Subijana resumió su propuesta de modelo de la siguiente forma. “Cabe la perspectiva de género en el Código Penal mediante el principio de protección reforzada, hagamos que se construya un espacio que evite la revictimización, apliquemos lo que viene en la Ley para proteger a las víctimas, controlemos la pertinencia de pruebas y preguntas y construyamos mensajes sancionadores que trasladen a la comunidad que son proporcionados a la gravedad de las conductas cometidas”.Pero no fue el único en abordar estos temas en el curso Mujeres, víctimas ideales. Intimidad, medios de comunicación y operadores jurídicos, integrado en la programación de los Cursos de Verano de la UPV/EHU.
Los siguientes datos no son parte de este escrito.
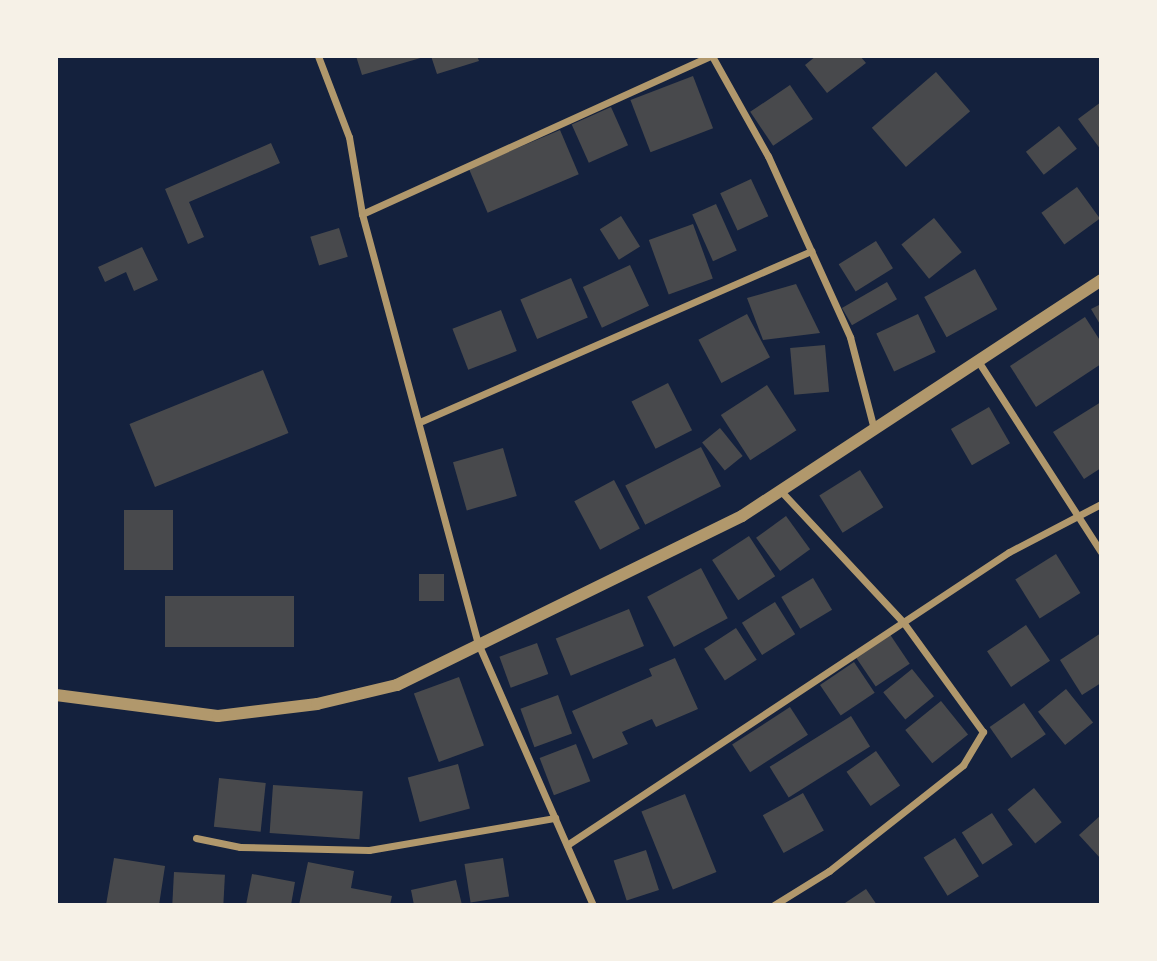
<!DOCTYPE html>
<style>
body{margin:0}
#map{position:relative;width:1157px;height:961px;overflow:hidden;background:#14213d;font-family:Inter,sans-serif}
div>[style]{position:absolute}
[style*='--x']{left:calc(var(--x)*1px);top:calc(var(--y)*1px);width:calc(var(--w)*1px);rotate:calc(var(--a)*1deg)}
.building>*{inset:0;background:#48494c;transform-origin:0 0}
.minor>*{height:7px;margin:-3.5px;padding:0 3.5px;transform-origin:3.5px;border-radius:3.5px;background:#b1986c}
.tertiary>*{height:12px;margin:-6px;padding:0 6px;transform-origin:6px;border-radius:6px;background:#b1986c}
span{translate:-50% -50%;white-space:nowrap;text-align:center;line-height:1.15;-webkit-text-stroke:7px #f6f1e7;paint-order:stroke}
.frame{position:absolute;inset:0;border:58px solid #f6f1e7;pointer-events:none}
</style>
<div id="map">
<div class="building">
<i style="clip-path:polygon(356px 56px,424px 56px,424px 57px,362px 75px)"></i>
<i style="clip-path:polygon(431px 56px,477px 56px,479px 61px,437px 74px)"></i>
<i style="clip-path:polygon(816px 56px,860px 56px,866px 63px,827px 93px,805px 65px)"></i>
<i style="left:936px;top:72px;width:52px;height:85px;rotate:49deg"></i>
<i style="left:693px;top:76px;width:56px;height:67px;rotate:69deg"></i>
<i style="left:790px;top:85px;width:41px;height:48px;rotate:56deg"></i>
<i style="clip-path:polygon(1101px 102px,1101px 150px,1078px 119px)"></i>
<i style="left:611px;top:107px;width:42px;height:43px;rotate:66deg"></i>
<i style="left:1059px;top:126px;width:29px;height:42px;rotate:52deg"></i>
<i style="left:560px;top:130px;width:48px;height:99px;rotate:67deg"></i>
<i style="clip-path:polygon(271px 143px,280px 163px,189px 202px,204px 237px,188px 244px,165px 189px)"></i>
<i style="left:751px;top:179px;width:41px;height:34px;rotate:65deg"></i>
<i style="left:1077px;top:187px;width:39px;height:44px;rotate:54deg"></i>
<i style="left:716px;top:204px;width:51px;height:26px;rotate:66deg"></i>
<i style="left:621px;top:216px;width:36px;height:25px;rotate:58deg"></i>
<i style="left:934px;top:218px;width:44px;height:42px;rotate:51deg"></i>
<i style="left:693px;top:224px;width:58px;height:47px;rotate:70deg"></i>
<i style="left:339px;top:228px;width:30px;height:30px;rotate:73deg"></i>
<i style="left:876px;top:241px;width:32px;height:44px;rotate:58deg"></i>
<i style="clip-path:polygon(142px 247px,158px 280px,134px 291px,126px 272px,105px 282px,98px 267px)"></i>
<i style="left:630px;top:265px;width:45px;height:52px;rotate:65deg"></i>
<i style="left:975px;top:269px;width:46px;height:58px;rotate:61deg"></i>
<i style="left:571px;top:278px;width:43px;height:55px;rotate:67deg"></i>
<i style="left:887px;top:282px;width:20px;height:52px;rotate:60deg"></i>
<i style="clip-path:polygon(796px 284px,820px 333px,763px 340px,747px 298px)"></i>
<i style="clip-path:polygon(1101px 304px,1101px 326px,1091px 309px)"></i>
<i style="left:501px;top:310px;width:44px;height:52px;rotate:69deg"></i>
<i style="left:747px;top:314px;width:49px;height:55px;rotate:62deg"></i>
<i style="left:918px;top:314px;width:42px;height:46px;rotate:65deg"></i>
<i style="clip-path:polygon(1085px 317px,1101px 342px,1101px 364px,1036px 407px,1010px 366px)"></i>
<i style="left:825px;top:345px;width:47px;height:35px;rotate:85deg"></i>
<i style="left:263px;top:370px;width:68px;height:144px;rotate:68deg"></i>
<i style="left:668px;top:383px;width:53px;height:41px;rotate:63deg"></i>
<i style="left:767px;top:385px;width:54px;height:55px;rotate:57deg"></i>
<i style="clip-path:polygon(1101px 402px,1101px 468px,1084px 479px,1053px 432px)"></i>
<i style="left:989px;top:407px;width:42px;height:44px;rotate:60deg"></i>
<i style="left:720px;top:428px;width:36px;height:23px;rotate:51deg"></i>
<i style="left:701px;top:447px;width:44px;height:85px;rotate:63deg"></i>
<i style="left:503px;top:448px;width:50px;height:52px;rotate:74deg"></i>
<i style="left:860px;top:470px;width:44px;height:48px;rotate:58deg"></i>
<i style="left:614px;top:480px;width:55px;height:45px;rotate:62deg"></i>
<i style="left:124px;top:510px;width:49px;height:60px"></i>
<i style="left:786px;top:516px;width:41px;height:37px;rotate:54deg"></i>
<i style="left:749px;top:536px;width:48px;height:44px;rotate:57deg"></i>
<i style="left:1056px;top:554px;width:46px;height:48px;rotate:58deg"></i>
<i style="left:701px;top:568px;width:57px;height:61px;rotate:62deg"></i>
<i style="left:419px;top:574px;width:25px;height:27px"></i>
<i style="left:813px;top:578px;width:37px;height:37px;rotate:59deg"></i>
<i style="left:294px;top:596px;width:51px;height:129px;rotate:90deg"></i>
<i style="left:775px;top:602px;width:38px;height:39px;rotate:58deg"></i>
<i style="left:629px;top:609px;width:40px;height:79px;rotate:68deg"></i>
<i style="left:1026px;top:625px;width:43px;height:47px;rotate:56deg"></i>
<i style="left:736px;top:628px;width:38px;height:38px;rotate:57deg"></i>
<i style="left:889px;top:633px;width:37px;height:41px;rotate:56deg"></i>
<i style="clip-path:polygon(1101px 633px,1101px 683px,1082px 695px,1060px 660px)"></i>
<i style="left:537px;top:643px;width:33px;height:40px;rotate:70deg"></i>
<i style="clip-path:polygon(675px 658px,698px 709px,656px 727px,652px 719px,622px 732px,628px 744px,593px 759px,572px 711px,652px 676px,649px 669px)"></i>
<i style="left:854px;top:662px;width:37px;height:41px;rotate:56deg"></i>
<i style="left:912px;top:669px;width:35px;height:37px;rotate:51deg"></i>
<i style="left:459px;top:677px;width:73px;height:48px;rotate:70deg"></i>
<i style="left:1066px;top:689px;width:43px;height:36px;rotate:51deg"></i>
<i style="left:558px;top:695px;width:41px;height:40px;rotate:70deg"></i>
<i style="left:941px;top:701px;width:43px;height:46px;rotate:51deg"></i>
<i style="left:1024px;top:703px;width:38px;height:42px;rotate:55deg"></i>
<i style="left:790px;top:707px;width:33px;height:69px;rotate:57deg"></i>
<i style="left:851px;top:716px;width:36px;height:96px;rotate:58deg"></i>
<i style="left:576px;top:744px;width:40px;height:39px;rotate:69deg"></i>
<i style="left:876px;top:751px;width:42px;height:36px;rotate:55deg"></i>
<i style="left:458px;top:764px;width:46px;height:52px;rotate:75deg"></i>
<i style="left:219px;top:778px;width:47px;height:49px;rotate:6deg"></i>
<i style="left:273px;top:785px;width:90px;height:48px;rotate:4deg"></i>
<i style="left:1034px;top:788px;width:44px;height:34px;rotate:51deg"></i>
<i style="left:803px;top:793px;width:43px;height:46px;rotate:61deg"></i>
<i style="left:685px;top:794px;width:84px;height:47px;rotate:68deg"></i>
<i style="left:992px;top:813px;width:38px;height:36px;rotate:57deg"></i>
<i style="clip-path:polygon(1101px 815px,1101px 859px,1079px 835px)"></i>
<i style="left:955px;top:838px;width:45px;height:37px;rotate:58deg"></i>
<i style="left:646px;top:850px;width:42px;height:34px;rotate:72deg"></i>
<i style="clip-path:polygon(114px 858px,165px 866px,159px 905px,106px 905px)"></i>
<i style="left:503px;top:858px;width:39px;height:39px;rotate:81deg"></i>
<i style="clip-path:polygon(308px 862px,354px 871px,351px 888px,392px 896px,390px 905px,299px 905px)"></i>
<i style="left:174px;top:872px;width:51px;height:33px;rotate:3deg"></i>
<i style="clip-path:polygon(252px 874px,295px 882px,291px 905px,246px 905px)"></i>
<i style="clip-path:polygon(456px 880px,462px 905px,414px 905px,411px 890px)"></i>
<i style="clip-path:polygon(866px 889px,877px 905px,842px 905px)"></i>
</div>
<div class="minor">
<i style="--x:318;--y:56;--w:87;--a:69.1"></i>
<i style="--x:349;--y:137;--w:78;--a:80.4"></i>
<i style="--x:362;--y:214;--w:442;--a:74.9"></i>
<i style="--x:477;--y:641;--w:288;--a:66.3"></i>
<i style="--x:712;--y:56;--w:115;--a:60.8"></i>
<i style="--x:768;--y:156;--w:199;--a:65.6"></i>
<i style="--x:850;--y:337;--w:95;--a:75.4"></i>
<i style="--x:362;--y:214;--w:383;--a:-24.4"></i>
<i style="--x:978;--y:361;--w:227;--a:57.2"></i>
<i style="--x:422;--y:421;--w:425;--a:-23.6"></i>
<i style="--x:196;--y:838;--w:45;--a:11.6"></i>
<i style="--x:240;--y:847;--w:129;--a:1.3"></i>
<i style="--x:369;--y:850;--w:189;--a:-9.8"></i>
<i style="--x:567;--y:845;--w:530;--a:-33.54"></i>
<i style="--x:1009;--y:552;--w:104;--a:-27.6"></i>
<i style="--x:774;--y:905;--w:65;--a:-31.7"></i>
<i style="--x:829;--y:871;--w:171;--a:-38.3"></i>
<i style="--x:963;--y:765;--w:39;--a:-59"></i>
<i style="--x:983;--y:732;--w:136;--a:-126"></i>
<i style="--x:903;--y:622;--w:179;--a:-133"></i>
</div>
<div class="tertiary">
<i style="--x:56;--y:695;--w:163;--a:7.4"></i>
<i style="--x:218;--y:716;--w:100;--a:-6.9"></i>
<i style="--x:317;--y:704;--w:82;--a:-13.4"></i>
<i style="--x:397;--y:685;--w:384;--a:-26.1"></i>
<i style="--x:742;--y:516;--w:430;--a:-33.3"></i>
</div>
<div class="frame"></div>
</div>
Sobre la forma de proceder de los medios tiene mucho que decir Lucía Martínez, periodista y profesora de la UPV/EHU, que lanzó un consejo a quienes consumen medios de comunicación : “Aquello que el periodista no hace o hace mal, enmiéndelo en la cabeza”.

Hablando del relato periodístico se estableció un debate sobre el uso del término “presunta víctima”. El presidente de la Audiencia, en este punto, abogó por un nuevo término a utilizar cuando no hay sentencia, el de “víctima afirmada”, es decir, que “afirma ser víctima”. Ocurre, y lo indicó el periodista de la agencia Efe, Carlos López, que en el día a día “hay que referirse de alguna forma” a la víctima. “Necesitamos un término que la gente entienda y sinónimos que a veces no existen para no repetirnos, porque no podemos citar iniciales o nombre”.

Más allá de la elección de las palabras desde los medios se han dado cambios, como no tratar “como suceso” la violencia machista o proteger los datos de la víctima. Martínez, en esta materia, afirmó no creer “en la prohibición, ni en la autorregulación, sino en una ciudadanía que es exigente con los medios”.